И вот что-то вокруг внезапно переменилось. Цомягчал свет, стала быстро спадать жара. Филипп увидел себя привалившимся к щеке огромного валуна; перед ним изгибалось плоское русло высохшего ручья, а за ним, на островке зелени, под ветвями пышного дерева возвышалось сооружение, напоминающее шатер. Вот полог его слегка отодвинулся, и вышла Доми. Филипп задыхался.
— Зачем ты так бежал? — певуче произнесла она и улыбнулась. — Такое нетерпение! Не нужно опережать события, во всем должна быть последовательность.
— Доми, — хрипло повторял он, и губы кривились в беспомощной улыбке. — Доми…
Она совсем откинула полог, и Филипп увидел в глубине шатра нагого юношу — голубое тело его было обвито гирляндами цветов, у ног его лежал древний музыкальный инструмент, какие Филиппу доводилось видеть в музейных альбомах.
— Я люблю его, — нежно сказала Доми. — Но ты не огорчайся, потерпи. Сейчас я помогу тебе.
Филипп почувствовал себя оглушенным.
— Нет! — закричал он, не слыша своего голоса. — Нет! Не делай мне не больно! Не надо…
Доми, по-прежнему мягко и тепло улыбаясь, что-то говорила, что-то, по-видимому, успокаивающее, утоляющее, обнадеживающее, но он не услышал слов. Последним его ощущением было, что он проваливается в голубой, вязкий туман…

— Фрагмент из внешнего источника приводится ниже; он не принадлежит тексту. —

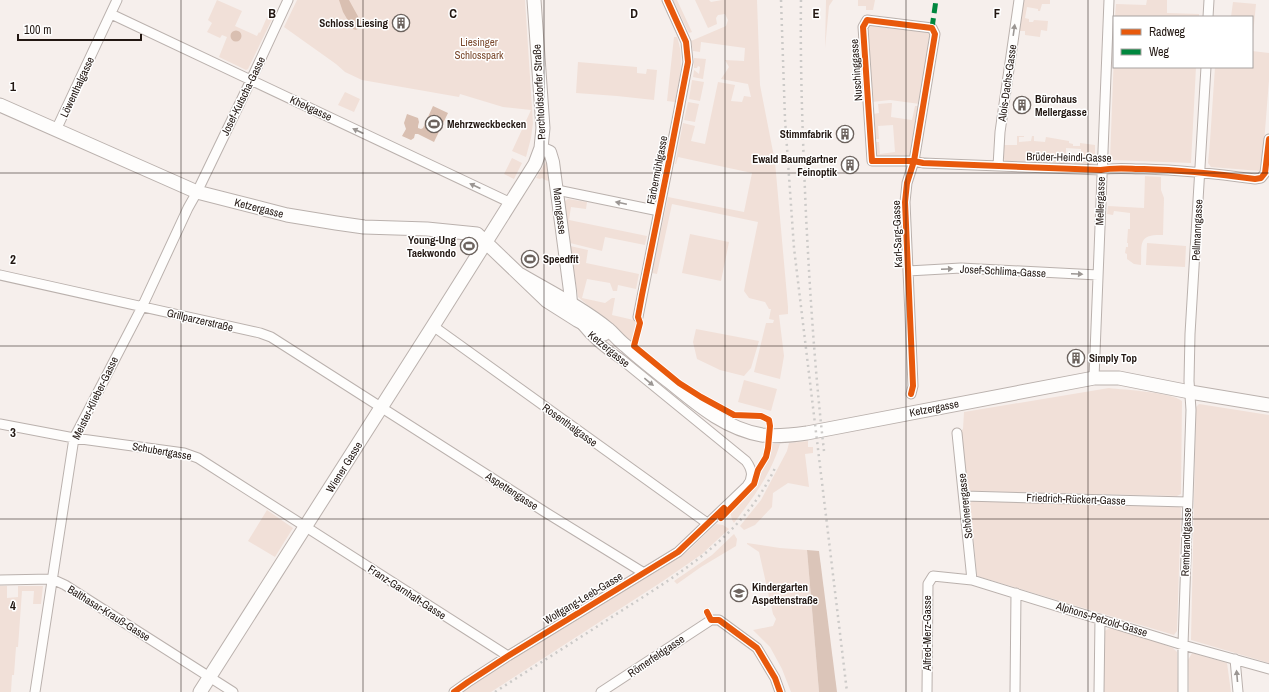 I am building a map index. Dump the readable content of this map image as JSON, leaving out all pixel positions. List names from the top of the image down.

СПЕЦАСТРОГРАММА ВЫСШЕЙ КОЛЛЕГИИ КИБЕРОВ
предварительный отчет
Объект Ф. не вынес.
Доставлен на борт бездыханным.
Заключение фельдшера: разрыв верхней аорты сердца в результате крайнего информационного перенасыщения лимбуса.
Тело в удовлетворительном состоянии.
Записи уникума, как и предполагалось, стерты методом антифонем.
Записи кибера-дублера, режим III, о котором объект Ф. не предполагал, сохранены.
Старт — в норме. Нырок — в норме.
РЕКОМЕНДАЦИИ
1. Необходимо надежнее отрегулировать функционирование всех моих режимов. Они должны действовать строго автономно и в то же время — параллельно (мне, как универсусу, очень мешал режим 1- нянька).
2. Режимам дублера достаточно быть пока лишь автономными и разомкнутыми.
3. Следует разработать защиту от стирания методом антифонем.
4. Наличие на борту, в кабине уникумов — необходимо.
Уникум — фиксатор и регистратор явный, обоснованный, узаконенный.
Нам не безразлично, как хомо относятся к его показаниям.
Присутствие уникума вызывает у хомо-объекта специфические эмоции, что дает нам дополнительные сведения.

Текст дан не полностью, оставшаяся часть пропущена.